# Data Preparation

## 2. Split Text

The clean data contains a little over 150,000 phrase pairs and some of the pairs toward the end of the file are very long.

The complexity of the model increases with the number of examples, length of phrases, and size of the vocabulary.

We will simplify the problem by reducing the dataset to the first 50,000 examples in the file; these will be the shortest phrases in the dataset.

Further, we will then stake the first 45,000 of those as examples for training and the remaining 5,000 examples to test the fit model.

In [1]:
from pickle import load
from pickle import dump
from numpy.random import rand
from numpy.random import shuffle

In [2]:
# load a clean dataset
def load_clean_sentences(fname):
    return load(open(fname, 'rb'))

In [3]:
# save a list of clean sentences to file
def save_clean_data(sentences, fname):
    dump(sentences, open(fname, 'wb'))
    print('Saved: %s' % fname)

In [4]:
# load dataset
raw_dataset = load_clean_sentences('english-german.pkl')

In [7]:
# reduce dataset size
n_sentences = 10000
dataset = raw_dataset[:n_sentences, :]

In [8]:
# random shuffle
shuffle(dataset)

In [9]:
# split into train/test
train, test = dataset[:9000], dataset[9000:]

In [10]:
# save
save_clean_data(dataset, 'english-german-both.pkl')
save_clean_data(train, 'english-german-train.pkl')
save_clean_data(test, 'english-german-test.pkl')

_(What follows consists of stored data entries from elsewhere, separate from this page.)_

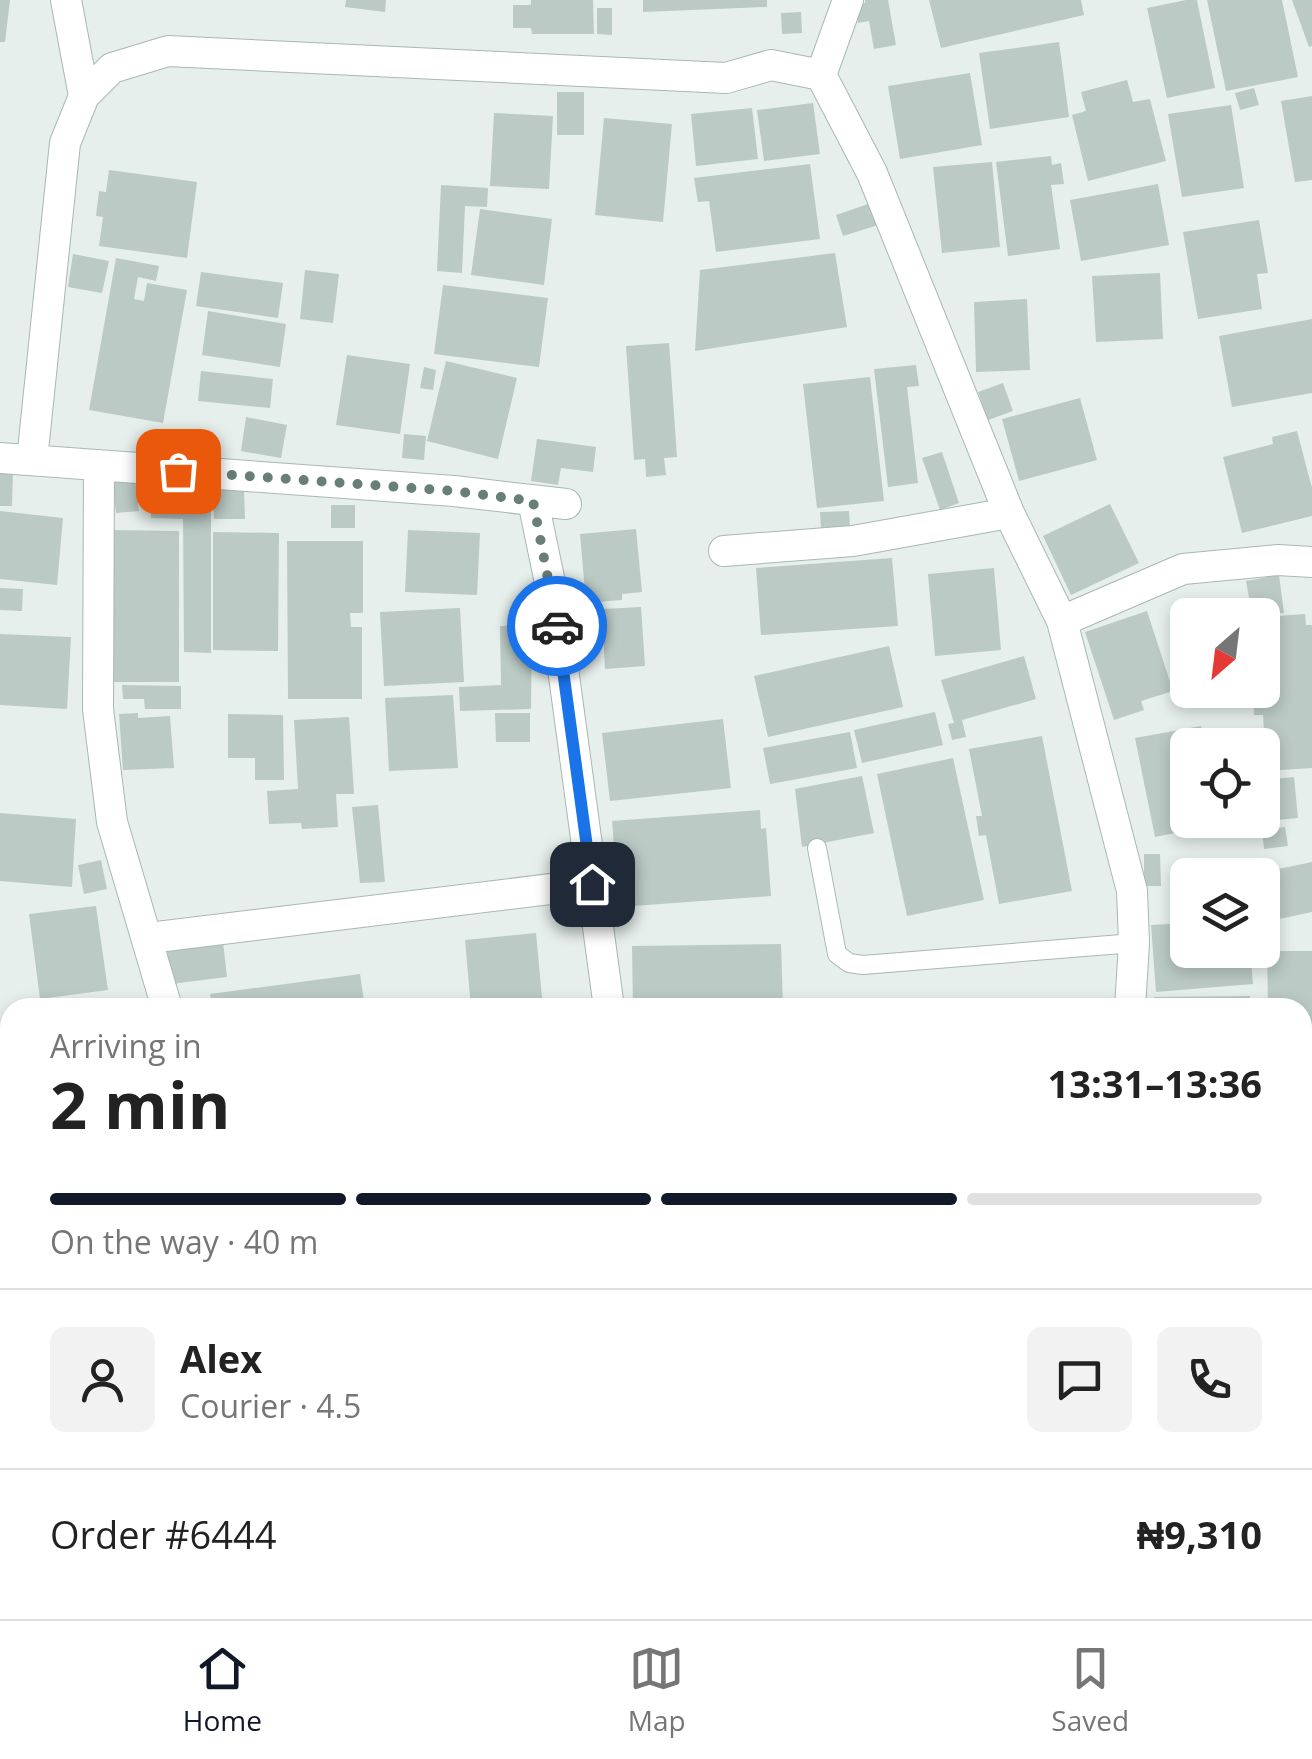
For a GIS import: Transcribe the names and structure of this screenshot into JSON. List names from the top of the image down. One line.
{"north":"bottom left","page":{"heading":["2 min","Arriving in","13:31–13:36"],"panel":["Alex","Courier · 4.5","Order #6444","₦9,310"],"bar":"On the way · 40 m","tabs":["Home","Map","Saved"]}}
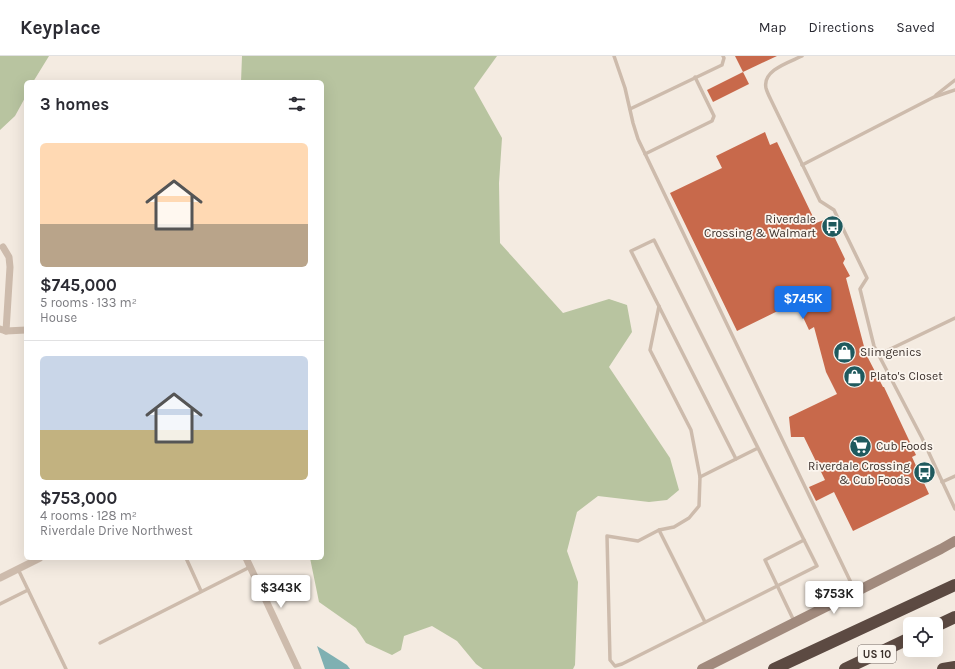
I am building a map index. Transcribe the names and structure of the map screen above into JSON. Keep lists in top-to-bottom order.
{
  "streets": {
    "highway": ["US 10"]
  },
  "places": {
    "bus stop": ["Riverdale Crossing & Walmart", "Riverdale Crossing & Cub Foods"],
    "shop": ["Slimgenics", "Plato's Closet"],
    "supermarket": ["Cub Foods"]
  },
  "page": {
    "header": "Keyplace",
    "nav": ["Map", "Directions", "Saved"],
    "heading": "3 homes",
    "list": [
      {
        "name": "$745,000",
        "note": "5 rooms · 133 m² · House"
      },
      {
        "name": "$753,000",
        "note": "4 rooms · 128 m² · Riverdale Drive Northwest"
      }
    ],
    "price": ["$745K", "$343K", "$753K"]
  }
}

Saved: english-german-both.pkl
Saved: english-german-train.pkl
Saved: english-german-test.pkl


In [11]:
train[0:10]

array([['im helping you', 'ich helfe dir'],
       ['it wasnt ours', 'es war nicht unseres'],
       ['tom walked into the bar', 'tom ging in die kneipe'],
       ['he has an eye for art', 'er hat einen blick fur kunst'],
       ['do you use aftershave', 'benutzen sie aftershave'],
       ['i said drop your weapon',
        'ich sagte lassen sie die waffe fallen'],
       ['ill stop by later', 'ich komme spater vorbei'],
       ['do you happen to know tom', 'kennen sie zufalligerweise tom'],
       ['he sketched an apple', 'er zeichnete einen apfel'],
       ['tom has ocd', 'tom leidet an einer zwangserkrankung']],
      dtype='<U370')

In [12]:
test[0:10]

array([['i truly loved her', 'ich liebte sie wirklich'],
       ['are you a good dancer', 'sind sie ein guter tanzer'],
       ['do you know that person', 'kennst du diese person'],
       ['im over eighteen', 'ich bin uber'],
       ['whats wrong', 'was ist das problem'],
       ['i decided to try again',
        'ich habe beschlossen es noch einmal zu versuchen'],
       ['tom is unmerciful', 'tom ist umbarmherzig'],
       ['are you writing a letter', 'schreibst du einen brief'],
       ['that was loud', 'das war laut'],
       ['when can i visit you', 'wann kann ich euch besuchen']],
      dtype='<U370')

the english-german-both.pkl that contains all of the train and test examples that we can use to define the parameters of the problem, such as max phrase lengths and the vocabulary, and the english-german-train.pkl and english-german-test.pkl files for the train and test dataset.